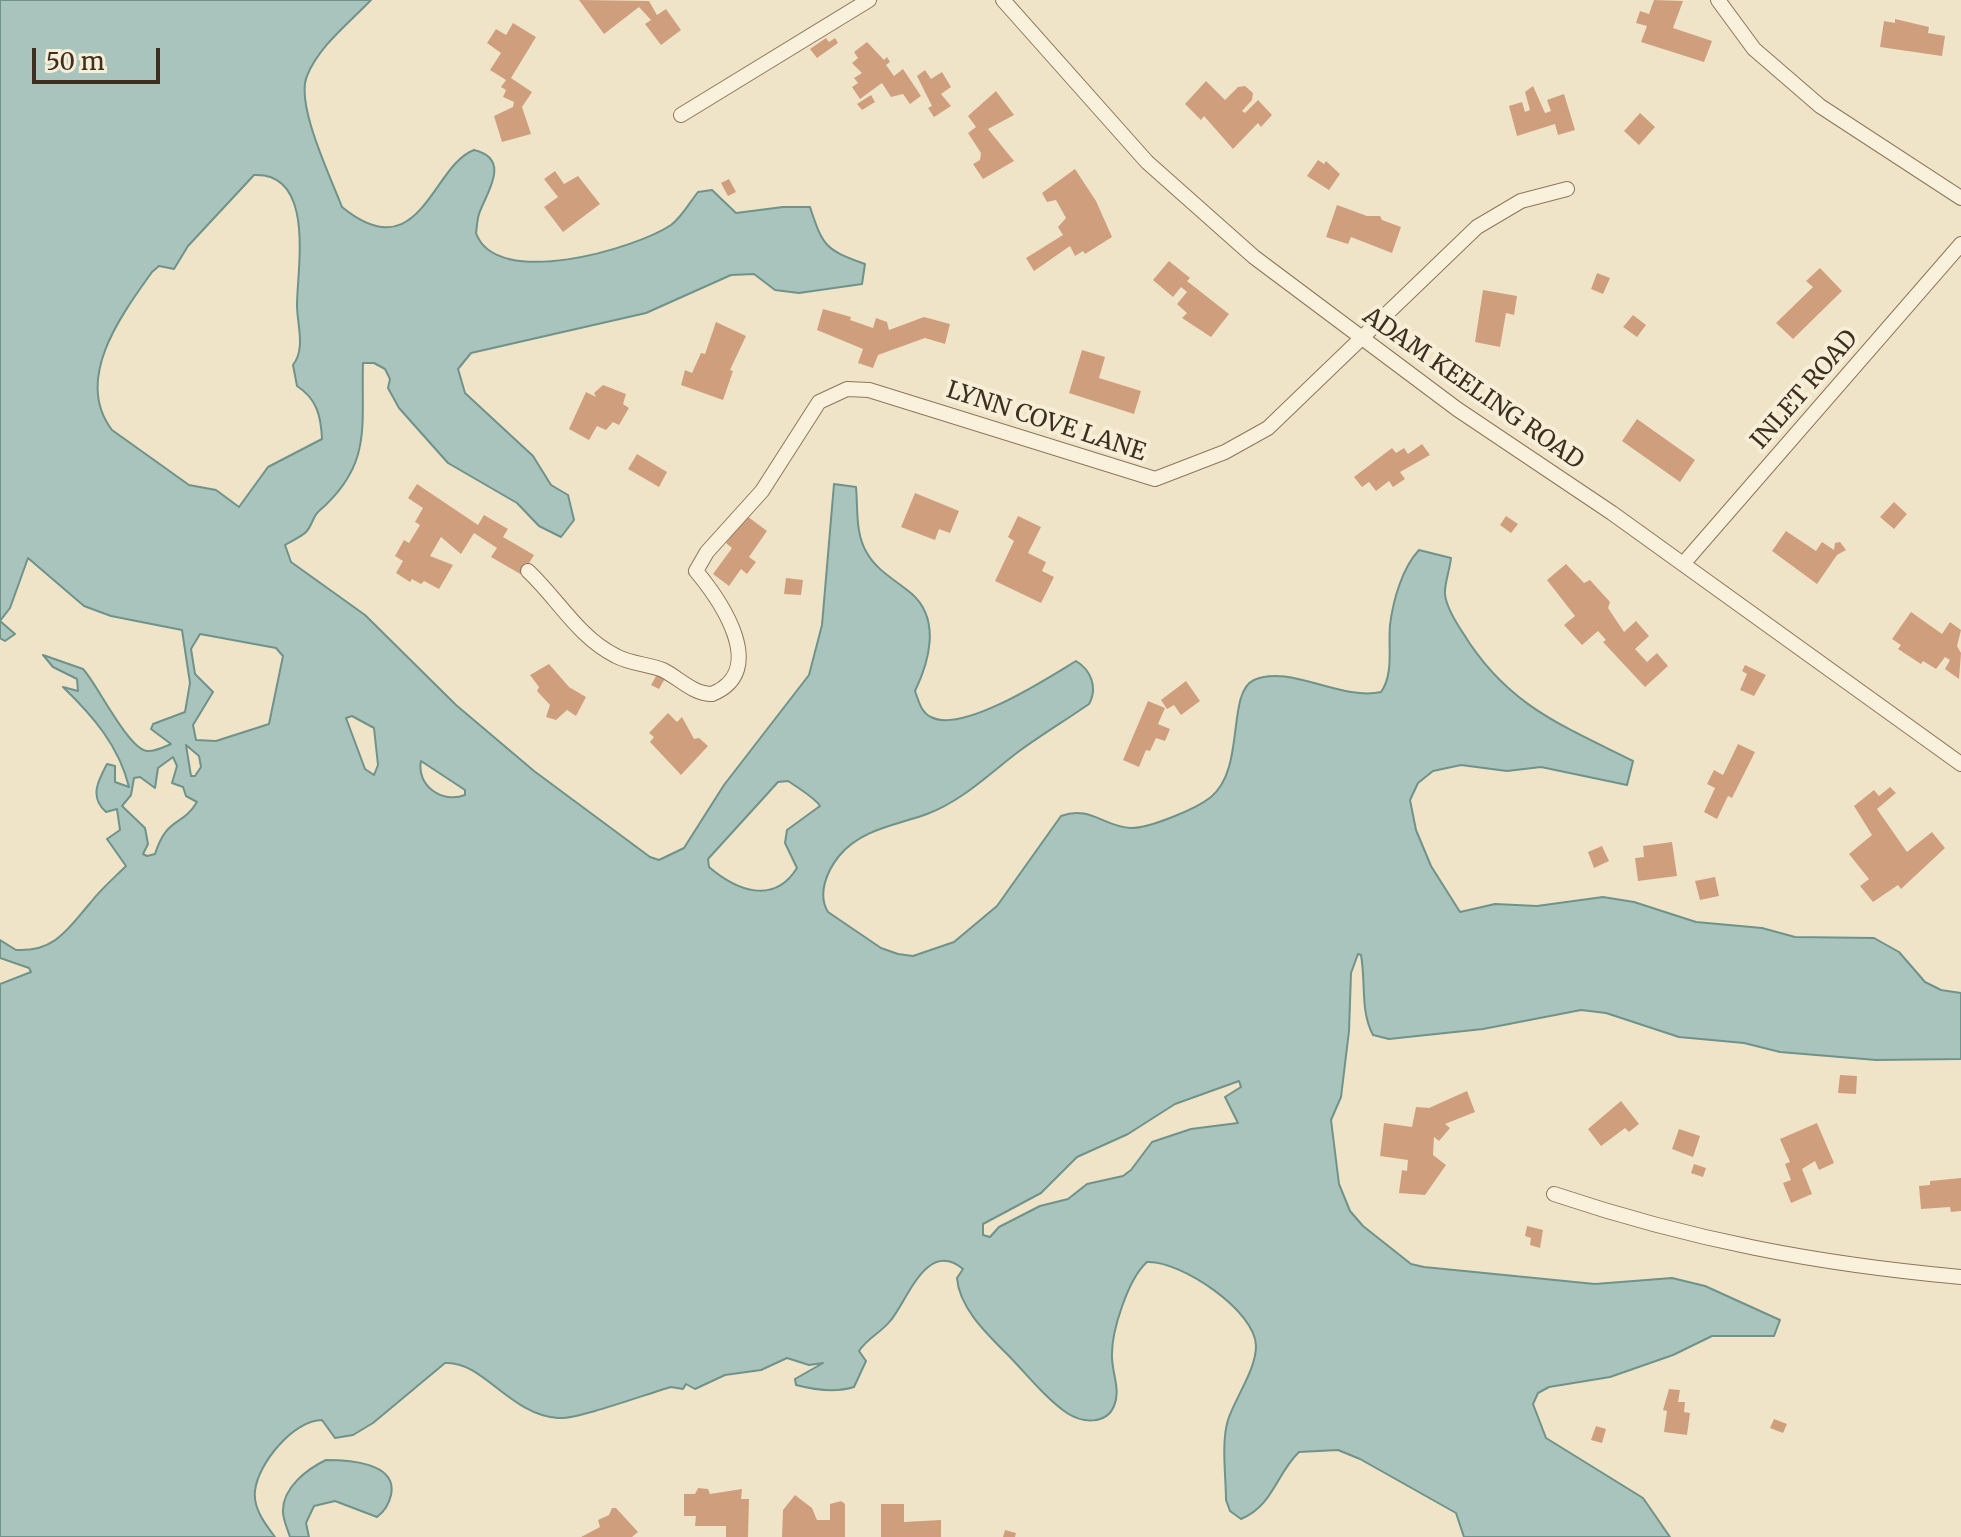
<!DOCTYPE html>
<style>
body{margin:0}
#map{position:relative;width:1961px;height:1537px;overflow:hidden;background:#f0e4c8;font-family:Merriweather,serif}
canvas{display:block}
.scale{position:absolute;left:32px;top:48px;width:128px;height:36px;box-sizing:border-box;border:4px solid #3d2e20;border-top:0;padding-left:10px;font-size:24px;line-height:28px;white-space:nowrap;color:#3d2e20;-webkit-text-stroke:6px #f7eed8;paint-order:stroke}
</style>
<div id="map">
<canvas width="1961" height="1537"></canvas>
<div class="scale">50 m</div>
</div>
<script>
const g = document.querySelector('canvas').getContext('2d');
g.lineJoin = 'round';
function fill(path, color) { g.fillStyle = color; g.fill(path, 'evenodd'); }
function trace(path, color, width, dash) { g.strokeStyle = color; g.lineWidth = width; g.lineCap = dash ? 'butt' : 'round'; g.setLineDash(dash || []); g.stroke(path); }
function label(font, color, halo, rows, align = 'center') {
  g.font = font + ' Merriweather,serif'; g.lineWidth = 8; g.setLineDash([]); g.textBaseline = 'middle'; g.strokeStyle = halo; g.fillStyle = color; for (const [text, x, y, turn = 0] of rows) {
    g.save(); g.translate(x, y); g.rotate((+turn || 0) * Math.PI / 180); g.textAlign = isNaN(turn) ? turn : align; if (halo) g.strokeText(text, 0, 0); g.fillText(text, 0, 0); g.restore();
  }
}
const water = new Path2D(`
 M0 0H371C349 23 319 46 307 76 295 104 331 178 342 207 420 271 432 165 474 150 513 159 485 195 479 214 477 220 477 227 476 233 496 290 635 249 671 225 681 218 690 202 698 192L712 190 736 213 783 207H810C823 247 826 250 865 264L862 284 799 293 775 290 754 274 731 275 646 313 471 353 458 369 465 393 533 456 551 485 568 495 574 520 561 537 539 526 517 503 448 463 399 408 388 388 390 379 385 369 374 363H363C361 426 373 464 319 511 313 516 312 526 306 532 301 537 291 541 285 545L291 562 365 615 456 705 534 771 650 857 659 860 684 848 724 785 809 675 822 625 834 484 856 487C858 508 855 534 867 553 877 571 897 581 912 594 941 620 929 662 915 691 919 702 921 712 931 717 962 734 1048 678 1076 661 1091 670 1098 688 1089 704 1066 720 1041 735 1018 752 989 774 962 801 927 814 897 825 861 829 839 856 827 871 817 894 828 912L881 948 898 954 913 956 954 942 997 906 1061 816C1090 805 1104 827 1131 828 1150 828 1196 809 1211 797 1246 768 1226 693 1254 680 1289 664 1341 701 1381 692 1394 674 1388 647 1390 625 1393 601 1402 568 1419 550L1451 558C1450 569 1444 585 1445 594 1446 606 1457 624 1463 633 1507 705 1561 725 1633 761L1627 785 1541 767 1507 771 1461 765 1433 771 1418 783 1410 800 1416 830 1431 866 1460 912 1495 904 1537 906 1603 897 1634 902 1696 922 1762 928 1795 937 1874 938 1899 952 1925 982 1941 990 1961 993V1059L1876 1060 1780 1052 1744 1043 1679 1037 1606 1013 1581 1010 1483 1029 1389 1039 1373 1035C1360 1011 1366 982 1361 955L1358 954 1351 973 1349 1031 1341 1097 1331 1120 1339 1184 1350 1211 1363 1226 1411 1264 1424 1267 1595 1284 1672 1278 1705 1286 1780 1320 1774 1336H1712L1673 1355 1610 1377 1549 1387 1538 1393 1533 1404 1546 1438 1643 1498 1670 1537H1464L1456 1513 1360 1459 1338 1450 1299 1452C1276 1474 1273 1506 1241 1519L1230 1511 1226 1500C1226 1476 1221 1443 1228 1420 1235 1398 1256 1370 1256 1346 1256 1311 1180 1260 1147 1262 1128 1279 1111 1332 1112 1357 1112 1373 1121 1390 1114 1406 1106 1425 1082 1423 1067 1413 1045 1398 1025 1372 1006 1353 986 1333 959 1307 957 1278L963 1269C927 1239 908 1299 891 1320 881 1333 868 1337 859 1351L866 1361 854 1387C835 1393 815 1390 796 1385L795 1379 823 1363 809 1365 787 1358 761 1370 725 1375 695 1389 686 1384 683 1389 671 1387C649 1393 577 1420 558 1418 510 1415 482 1360 445 1363L373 1423 353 1435 335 1438 322 1420C294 1420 258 1463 255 1491 253 1508 265 1524 275 1537H0V984L31 972 29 968 0 958V940L16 950C55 952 68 929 91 902 101 889 114 878 126 866L107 839 120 830 117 809 106 812C89 797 98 781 107 764L115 766V782L129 787C119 746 93 716 63 687L78 691 77 679 53 667 43 655 83 669C96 682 128 749 147 751 154 752 164 747 171 744L151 729 153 724 185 712 190 683 182 630 111 616 84 606 28 558 10 608 0 621 15 634 5 641 0 638ZM254 175C316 172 297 270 297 305 297 325 306 348 293 365L297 386C317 399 321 416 322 439L268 467 239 507 216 490 189 485 112 430C73 379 122 314 152 272L159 266 174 269 188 246ZM200 634 276 648 283 656 269 724 216 741 196 740 193 725 213 692 195 674 191 649ZM352 716 374 728 378 765 374 775 365 769 346 718ZM186 745 199 756 201 767 195 776H191ZM173 757 177 766 172 783 183 787 186 796 197 802C182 827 167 816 155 854L147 856 143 854 148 844 145 828 122 806 131 795 134 778 140 777 155 788 158 768ZM421 761 465 790V795C443 804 416 786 421 761ZM788 781C797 787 815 798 820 806L787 830 785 843 797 868C774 905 737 891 709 867L708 859 778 782ZM1239 1081 1241 1087 1225 1097 1238 1123 1191 1129 1152 1142 1131 1170 1123 1176 1087 1184 1068 1199 1040 1206 999 1227 990 1237 983 1235V1224L1041 1193 1077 1157 1128 1134 1175 1104Z
 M326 1460C347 1460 398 1462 391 1495 389 1504 385 1511 377 1517L335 1501 314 1506 306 1523 309 1537H290C288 1530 283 1520 283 1512 282 1488 307 1469 326 1460Z`);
fill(water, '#a9c4bc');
trace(water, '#6f938a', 2);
fill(new Path2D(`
 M579 0 649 1 657 15 666 9 681 30 661 45 645 24 651 20 639 7 604 34Z
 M1654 0 1683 1 1673 28 1712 41 1704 62 1641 42 1647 26 1636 23 1640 11 1649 14Z
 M1895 19 1929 27 1928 33 1945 36 1942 56 1880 47 1884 21 1895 23Z
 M513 23 536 37 511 78 532 92 522 107 531 134 502 142 494 116 513 107 514 102 503 97 506 90 501 87 506 80 490 70 501 53 487 43 496 29 506 35Z
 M826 38 829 42 835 38 838 43 817 58 810 49Z
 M867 42 884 60 887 57 890 62 886 65 894 76 903 69 921 96 910 104 903 94 891 97 882 83 860 99 852 87 858 83 854 78 862 73 852 63 858 58 854 52Z
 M925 70 931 79 942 72 951 87 941 94 951 106 934 117 928 108 932 106 917 76Z
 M1206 81 1225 100 1238 87 1245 86 1253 93 1252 100 1242 111 1245 113 1258 100 1272 115 1261 127 1258 123 1233 149 1204 116 1201 120 1185 104Z
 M1533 86 1545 113 1551 111 1547 100 1564 94 1575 130 1558 135 1555 124 1517 136 1509 106 1522 102 1525 112 1530 110 1525 92Z
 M996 91 1014 115 988 129 1014 161 983 179 973 164 980 160 981 153 968 133 976 127 968 116Z
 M871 95 875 102 862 110 857 104Z
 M1640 113 1655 127 1639 145 1624 131Z
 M1318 160 1324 164 1326 161 1340 174 1329 190 1307 176Z
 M1075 169 1096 201 1112 237 1085 254 1083 251 1075 256 1070 246 1034 271 1026 258 1063 235 1058 227 1066 218 1056 200 1047 202 1042 193Z
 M555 171 564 184 578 176 600 204 563 232 544 207 558 197 544 179Z
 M729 179 736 192 728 196 721 183Z
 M1337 205 1367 216H1380L1382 220 1401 227 1392 253 1351 237 1348 244 1326 237Z
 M1169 261 1190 278 1187 281 1229 314 1211 337 1182 318 1187 313 1177 304 1187 292 1181 287 1173 297 1153 280Z
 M1820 268 1842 291 1793 339 1776 323 1813 287 1806 281Z
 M1597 273 1610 278 1603 294 1591 289Z
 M1483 290 1517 296 1514 315 1506 313 1500 347 1475 342Z
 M823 309 851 317 850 320 873 328 876 318 887 322 889 330 924 317 950 324 945 344 925 338 878 355 873 368 858 363 863 349 817 330Z
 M1633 315 1646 325 1637 337 1623 327Z
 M716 322 746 336 730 370 733 371 723 400 681 385 685 370 692 373 701 353 705 354Z
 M1082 350 1105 357 1099 378 1141 391 1134 414 1069 393Z
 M603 385 626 394 623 404 629 408 619 425 613 422 606 430 597 426 589 440 569 429 586 392 596 397 594 393Z
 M1637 419 1695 460 1680 482 1622 441Z
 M1422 444 1430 455 1400 472 1405 479 1393 487 1389 481 1376 491 1369 482 1362 487 1354 477 1392 448 1396 453 1404 448 1408 454Z
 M637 454 667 472 659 487 628 469Z
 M417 484 478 525 484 515 508 529 503 537 534 555 522 575 491 557 497 548 474 533 461 554 441 537 430 556 453 565 439 589 424 581 421 584 412 579 410 582 396 573 403 561 395 556 404 540 409 543 420 525 415 522 423 508 408 498Z
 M915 493 959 511 950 533 939 529 935 540 901 527Z
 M1894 502 1907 514 1894 529 1880 517Z
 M747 516 767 531 749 557 756 562 747 574 741 569 729 586 713 574 732 548 726 543Z
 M1018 516 1041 527 1028 553 1046 562 1042 571 1054 577 1041 603 995 581 1014 541 1008 537Z
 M1506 516 1518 524 1511 533 1500 525Z
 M1786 531 1816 551 1822 542 1834 550 1835 543 1840 542 1846 550 1837 555 1817 584 1772 551Z
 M1566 564 1584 583 1590 580 1610 602 1608 608 1624 632 1636 621 1649 636 1635 649 1647 662 1657 653 1668 666 1645 687 1603 642 1606 640 1598 631 1582 645 1564 625 1575 616 1547 580Z
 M786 578 803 580 801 595 784 594Z
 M1911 612 1942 634 1950 622 1961 630 1957 646 1961 653 1959 679 1945 669 1950 660 1945 657 1936 669 1923 661 1921 664 1898 649 1901 645 1892 639Z
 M549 664 569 687 586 697 576 716 567 710 556 720 546 717 550 705 537 691 539 687 530 675Z
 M1745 665 1766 675 1754 696 1740 690 1747 674 1742 671Z
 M659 671 667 675 659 689 651 685Z
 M1186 681 1200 701 1181 715 1174 705 1167 709 1161 700Z
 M1148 701 1165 708 1158 724 1170 729 1165 741 1156 738 1150 751 1146 750 1139 767 1123 760Z
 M668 713 677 722 682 717 694 739 699 738 708 746 681 775 650 742 654 737 649 733Z
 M1738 744 1755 752 1732 798 1728 796 1717 819 1704 812 1715 788 1707 784 1714 770 1723 775Z
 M1890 787 1896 793 1877 809 1907 852 1932 832 1945 848 1901 889 1898 885 1873 902 1860 886 1869 879 1849 854 1872 835 1854 806 1874 790 1879 796Z
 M1672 842 1677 876 1638 881 1635 858 1644 857 1643 846Z
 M1602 846 1609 861 1594 868 1588 852Z
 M1715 877 1719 896 1700 900 1695 881Z
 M1840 1075 1857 1076 1856 1094 1838 1093Z
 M1467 1091 1475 1112 1445 1124 1450 1128 1439 1141 1434 1137 1433 1155 1446 1165 1425 1195 1399 1193 1402 1170 1407 1171 1408 1160 1380 1156 1384 1123 1412 1127 1416 1107 1429 1108Z
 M1621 1101 1639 1124 1629 1132 1625 1128 1601 1146 1588 1129Z
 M1817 1123 1834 1163 1819 1170 1815 1161 1802 1169 1812 1194 1791 1203 1783 1183 1791 1180 1785 1164 1790 1162 1780 1139Z
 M1679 1129 1700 1136 1693 1157 1672 1149Z
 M1694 1164 1706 1168 1703 1177 1691 1173Z
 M1961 1178V1211L1951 1212 1950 1207 1921 1209 1919 1186 1930 1185V1181Z
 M1527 1226 1543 1230 1540 1248 1530 1245 1531 1238 1525 1236Z
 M1669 1389 1680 1390 1678 1402H1685L1684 1412 1690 1413 1687 1435 1664 1432 1667 1411 1663 1410Z
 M1774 1419 1787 1424 1783 1433 1770 1428Z
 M1596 1426 1606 1429 1602 1443 1591 1440Z
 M698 1488 708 1489 710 1494 742 1489 741 1499H749L748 1537H726V1526H695L696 1516H684V1494H695Z
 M795 1495 812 1508 817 1520H830V1504L841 1501 845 1504V1537H782L783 1510Z
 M881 1504H904V1522L941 1520V1537H881Z
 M612 1508H616L638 1532 632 1537H581L600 1527 598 1520 609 1515Z
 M1005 1530 1016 1533 1015 1537H1003Z`), '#cf9f7d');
const minor = new Path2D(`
 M1003 0 1147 162 1254 257 1457 409 1612 513 1961 764
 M1718 0 1754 49 1820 106 1961 198
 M681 115 869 0
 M1683 564 1961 244
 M528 571C558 599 578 637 616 656 631 664 648 664 663 670 679 678 693 694 712 694 769 671 721 601 696 571L707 552 762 491 819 402 847 389 869 390 1155 479 1225 452 1268 428 1477 227 1521 201 1567 189
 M1554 1194C1691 1240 1817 1264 1961 1277`);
trace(minor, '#8d765c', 16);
trace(minor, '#faf1dc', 14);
label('24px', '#3d2e20', '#f7eed8', [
 ["ADAM KEELING ROAD",1473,389,35],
 ["INLET ROAD",1805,390,-49],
 ["LYNN COVE LANE",1046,422,18]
]);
</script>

▸ Instructions to follow
Copy each line above that contains the word "canvas".

▸ Answer space
canvas{display:block}
<canvas width="1961" height="1537"></canvas>
const g = document.querySelector('canvas').getContext('2d');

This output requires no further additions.